[RECORDS — start]
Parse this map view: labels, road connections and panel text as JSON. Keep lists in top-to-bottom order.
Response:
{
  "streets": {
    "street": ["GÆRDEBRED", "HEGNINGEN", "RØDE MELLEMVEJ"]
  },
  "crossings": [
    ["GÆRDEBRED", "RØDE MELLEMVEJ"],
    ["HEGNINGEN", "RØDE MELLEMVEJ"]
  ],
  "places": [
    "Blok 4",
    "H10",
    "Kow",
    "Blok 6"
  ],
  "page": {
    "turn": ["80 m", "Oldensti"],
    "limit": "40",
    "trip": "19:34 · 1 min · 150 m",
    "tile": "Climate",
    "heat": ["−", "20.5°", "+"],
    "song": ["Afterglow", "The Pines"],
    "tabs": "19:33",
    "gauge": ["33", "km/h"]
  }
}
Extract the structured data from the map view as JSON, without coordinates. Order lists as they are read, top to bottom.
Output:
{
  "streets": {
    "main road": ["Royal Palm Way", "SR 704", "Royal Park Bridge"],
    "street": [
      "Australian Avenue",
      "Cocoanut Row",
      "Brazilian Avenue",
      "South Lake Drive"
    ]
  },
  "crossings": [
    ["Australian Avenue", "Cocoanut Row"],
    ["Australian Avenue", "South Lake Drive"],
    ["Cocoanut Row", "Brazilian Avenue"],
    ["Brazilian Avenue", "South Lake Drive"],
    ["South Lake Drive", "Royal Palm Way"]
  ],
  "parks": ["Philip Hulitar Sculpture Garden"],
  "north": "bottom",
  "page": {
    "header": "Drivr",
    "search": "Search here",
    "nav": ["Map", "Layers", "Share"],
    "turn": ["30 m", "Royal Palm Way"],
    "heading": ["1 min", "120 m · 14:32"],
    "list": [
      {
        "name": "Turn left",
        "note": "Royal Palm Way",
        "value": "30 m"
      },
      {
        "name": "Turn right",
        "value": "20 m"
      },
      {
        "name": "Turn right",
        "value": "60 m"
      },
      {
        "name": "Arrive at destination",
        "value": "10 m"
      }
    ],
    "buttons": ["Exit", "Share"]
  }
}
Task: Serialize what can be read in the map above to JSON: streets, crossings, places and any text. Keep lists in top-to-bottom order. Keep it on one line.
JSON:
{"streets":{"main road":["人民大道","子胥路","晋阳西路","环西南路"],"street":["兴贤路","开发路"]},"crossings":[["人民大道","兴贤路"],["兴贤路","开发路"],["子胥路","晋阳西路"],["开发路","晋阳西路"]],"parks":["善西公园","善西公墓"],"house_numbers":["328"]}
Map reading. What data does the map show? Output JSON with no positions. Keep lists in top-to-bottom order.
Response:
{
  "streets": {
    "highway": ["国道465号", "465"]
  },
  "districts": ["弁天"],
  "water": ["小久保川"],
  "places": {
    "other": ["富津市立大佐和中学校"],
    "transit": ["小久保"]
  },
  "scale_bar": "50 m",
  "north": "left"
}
[RECORDS — finish]
PROBLEM REQUIREMENTS: Copy, from the data above, every line where the word "text" appears.

FINISHED EXERCISE:
Parse this map view: labels, road connections and panel text as JSON. Keep lists in top-to-bottom order.
Task: Serialize what can be read in the map above to JSON: streets, crossings, places and any text. Keep lists in top-to-bottom order. Keep it on one line.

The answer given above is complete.